▶ What is expected
The expected answer is every line from the material below that has the word "content".

▶ Material supplied
☆ ☆ ☆ ☆ ☆ ☆ ☆

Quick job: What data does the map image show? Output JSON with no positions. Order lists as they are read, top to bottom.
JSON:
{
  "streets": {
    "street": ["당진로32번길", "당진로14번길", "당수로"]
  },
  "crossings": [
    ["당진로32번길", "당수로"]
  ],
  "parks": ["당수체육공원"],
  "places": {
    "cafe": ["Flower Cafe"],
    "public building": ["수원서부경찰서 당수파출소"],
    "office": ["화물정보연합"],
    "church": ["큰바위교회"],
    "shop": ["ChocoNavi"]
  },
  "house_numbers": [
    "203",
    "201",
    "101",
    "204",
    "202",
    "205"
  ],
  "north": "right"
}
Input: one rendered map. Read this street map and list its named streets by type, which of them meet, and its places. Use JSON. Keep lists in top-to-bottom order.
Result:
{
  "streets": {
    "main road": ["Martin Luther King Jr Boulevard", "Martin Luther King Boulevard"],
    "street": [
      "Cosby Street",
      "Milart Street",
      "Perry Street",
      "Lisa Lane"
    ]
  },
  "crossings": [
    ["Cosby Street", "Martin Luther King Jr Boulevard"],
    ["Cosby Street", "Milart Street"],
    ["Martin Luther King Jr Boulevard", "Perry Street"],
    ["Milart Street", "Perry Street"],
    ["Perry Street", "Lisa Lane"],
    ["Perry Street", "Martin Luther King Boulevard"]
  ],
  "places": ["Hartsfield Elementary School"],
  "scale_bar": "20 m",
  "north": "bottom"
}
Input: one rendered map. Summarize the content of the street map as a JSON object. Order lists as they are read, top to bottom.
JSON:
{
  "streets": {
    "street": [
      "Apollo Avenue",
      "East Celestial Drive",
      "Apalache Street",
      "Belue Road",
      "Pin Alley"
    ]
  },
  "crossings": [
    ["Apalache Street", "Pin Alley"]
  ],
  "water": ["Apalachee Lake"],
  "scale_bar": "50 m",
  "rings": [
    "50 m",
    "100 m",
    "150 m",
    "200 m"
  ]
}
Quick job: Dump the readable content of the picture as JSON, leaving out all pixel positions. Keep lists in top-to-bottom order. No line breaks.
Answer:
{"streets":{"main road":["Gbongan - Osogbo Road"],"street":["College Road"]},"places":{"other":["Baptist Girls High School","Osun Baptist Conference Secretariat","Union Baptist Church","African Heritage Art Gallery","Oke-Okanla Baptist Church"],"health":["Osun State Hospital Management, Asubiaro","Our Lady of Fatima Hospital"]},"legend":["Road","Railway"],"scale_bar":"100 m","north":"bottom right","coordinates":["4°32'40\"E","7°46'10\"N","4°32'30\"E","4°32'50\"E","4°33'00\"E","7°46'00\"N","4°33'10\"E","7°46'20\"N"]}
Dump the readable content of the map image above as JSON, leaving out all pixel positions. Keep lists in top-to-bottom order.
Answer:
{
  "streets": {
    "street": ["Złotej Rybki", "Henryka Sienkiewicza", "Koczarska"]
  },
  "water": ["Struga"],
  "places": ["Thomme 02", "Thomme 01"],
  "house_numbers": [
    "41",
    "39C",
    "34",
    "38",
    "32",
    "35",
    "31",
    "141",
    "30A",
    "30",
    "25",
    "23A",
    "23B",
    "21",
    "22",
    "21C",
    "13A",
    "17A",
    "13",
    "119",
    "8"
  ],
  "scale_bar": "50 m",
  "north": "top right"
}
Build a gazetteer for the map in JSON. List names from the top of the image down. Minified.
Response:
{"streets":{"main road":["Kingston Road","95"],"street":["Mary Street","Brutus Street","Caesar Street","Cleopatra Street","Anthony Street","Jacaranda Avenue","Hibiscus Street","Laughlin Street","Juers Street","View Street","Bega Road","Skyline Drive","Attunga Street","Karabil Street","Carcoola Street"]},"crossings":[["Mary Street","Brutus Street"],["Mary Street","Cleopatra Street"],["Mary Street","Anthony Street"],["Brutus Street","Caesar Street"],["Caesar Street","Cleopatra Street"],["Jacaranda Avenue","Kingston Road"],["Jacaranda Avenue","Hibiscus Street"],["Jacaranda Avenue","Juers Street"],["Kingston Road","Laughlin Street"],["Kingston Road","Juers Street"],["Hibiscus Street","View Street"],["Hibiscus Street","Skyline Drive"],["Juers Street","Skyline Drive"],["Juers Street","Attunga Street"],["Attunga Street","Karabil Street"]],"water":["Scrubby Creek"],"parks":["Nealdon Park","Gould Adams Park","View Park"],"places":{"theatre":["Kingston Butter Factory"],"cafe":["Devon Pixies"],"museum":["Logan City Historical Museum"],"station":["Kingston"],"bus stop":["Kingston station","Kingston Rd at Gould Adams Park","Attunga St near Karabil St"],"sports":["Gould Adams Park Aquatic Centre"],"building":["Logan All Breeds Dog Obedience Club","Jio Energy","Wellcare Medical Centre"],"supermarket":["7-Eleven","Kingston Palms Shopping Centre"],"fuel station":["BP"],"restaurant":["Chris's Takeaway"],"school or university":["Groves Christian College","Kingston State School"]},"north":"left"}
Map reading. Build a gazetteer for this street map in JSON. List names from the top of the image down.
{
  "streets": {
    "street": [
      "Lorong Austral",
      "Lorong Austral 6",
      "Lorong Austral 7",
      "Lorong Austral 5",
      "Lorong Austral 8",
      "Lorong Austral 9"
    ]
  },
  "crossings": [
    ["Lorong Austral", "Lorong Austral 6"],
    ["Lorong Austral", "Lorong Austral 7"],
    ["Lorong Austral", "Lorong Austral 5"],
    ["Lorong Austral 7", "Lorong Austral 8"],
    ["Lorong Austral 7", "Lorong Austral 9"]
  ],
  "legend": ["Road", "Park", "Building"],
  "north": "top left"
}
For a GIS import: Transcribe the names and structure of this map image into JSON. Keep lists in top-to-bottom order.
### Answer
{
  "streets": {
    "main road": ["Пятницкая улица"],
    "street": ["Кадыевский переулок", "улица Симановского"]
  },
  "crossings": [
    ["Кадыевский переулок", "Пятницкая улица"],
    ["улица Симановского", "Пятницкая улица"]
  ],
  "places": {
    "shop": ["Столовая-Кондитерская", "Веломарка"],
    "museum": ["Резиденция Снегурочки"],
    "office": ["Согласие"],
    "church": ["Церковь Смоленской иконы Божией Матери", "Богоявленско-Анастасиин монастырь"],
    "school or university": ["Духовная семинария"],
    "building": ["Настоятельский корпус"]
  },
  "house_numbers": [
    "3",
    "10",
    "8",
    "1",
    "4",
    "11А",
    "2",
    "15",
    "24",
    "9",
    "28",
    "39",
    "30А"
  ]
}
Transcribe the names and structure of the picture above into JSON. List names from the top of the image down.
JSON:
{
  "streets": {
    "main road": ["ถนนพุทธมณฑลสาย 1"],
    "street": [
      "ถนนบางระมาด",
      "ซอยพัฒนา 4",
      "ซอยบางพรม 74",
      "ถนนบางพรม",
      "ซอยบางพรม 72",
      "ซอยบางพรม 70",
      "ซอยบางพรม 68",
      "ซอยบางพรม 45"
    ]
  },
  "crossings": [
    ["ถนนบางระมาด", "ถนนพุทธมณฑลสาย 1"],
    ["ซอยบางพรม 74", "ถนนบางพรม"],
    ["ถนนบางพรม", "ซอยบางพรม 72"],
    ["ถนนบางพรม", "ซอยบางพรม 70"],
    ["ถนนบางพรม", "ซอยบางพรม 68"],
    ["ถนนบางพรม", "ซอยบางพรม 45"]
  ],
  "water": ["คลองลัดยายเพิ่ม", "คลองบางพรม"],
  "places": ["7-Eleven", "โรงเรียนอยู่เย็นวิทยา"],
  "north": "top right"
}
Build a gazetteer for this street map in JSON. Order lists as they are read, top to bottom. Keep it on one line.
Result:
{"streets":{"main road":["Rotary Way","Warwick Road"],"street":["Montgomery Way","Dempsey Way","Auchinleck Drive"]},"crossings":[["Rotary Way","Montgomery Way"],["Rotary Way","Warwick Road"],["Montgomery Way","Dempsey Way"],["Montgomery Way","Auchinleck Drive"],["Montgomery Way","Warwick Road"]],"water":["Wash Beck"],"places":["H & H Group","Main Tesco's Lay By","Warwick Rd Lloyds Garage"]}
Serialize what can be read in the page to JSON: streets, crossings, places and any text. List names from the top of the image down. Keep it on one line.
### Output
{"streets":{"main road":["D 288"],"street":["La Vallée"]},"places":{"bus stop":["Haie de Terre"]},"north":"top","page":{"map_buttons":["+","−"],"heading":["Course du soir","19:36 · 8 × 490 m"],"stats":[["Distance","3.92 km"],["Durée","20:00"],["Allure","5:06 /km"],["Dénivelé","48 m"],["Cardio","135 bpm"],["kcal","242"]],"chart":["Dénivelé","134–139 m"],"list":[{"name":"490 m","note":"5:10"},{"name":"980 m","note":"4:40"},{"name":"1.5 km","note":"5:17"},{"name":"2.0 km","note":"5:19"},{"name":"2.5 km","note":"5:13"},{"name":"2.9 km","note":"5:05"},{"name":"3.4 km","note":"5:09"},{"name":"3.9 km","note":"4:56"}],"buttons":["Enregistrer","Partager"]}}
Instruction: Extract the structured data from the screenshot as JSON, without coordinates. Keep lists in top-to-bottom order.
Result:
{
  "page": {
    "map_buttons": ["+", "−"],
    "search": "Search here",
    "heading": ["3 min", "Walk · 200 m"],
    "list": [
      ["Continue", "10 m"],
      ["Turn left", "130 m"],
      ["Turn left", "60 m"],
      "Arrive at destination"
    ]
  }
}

☆ ☆ ☆ ☆ ☆ ☆ ☆

▶ Output for this task
Input: one rendered map. Summarize the content of the street map as a JSON object. Order lists as they are read, top to bottom.
Quick job: Dump the readable content of the picture as JSON, leaving out all pixel positions. Keep lists in top-to-bottom order. No line breaks.
Dump the readable content of the map image above as JSON, leaving out all pixel positions. Keep lists in top-to-bottom order.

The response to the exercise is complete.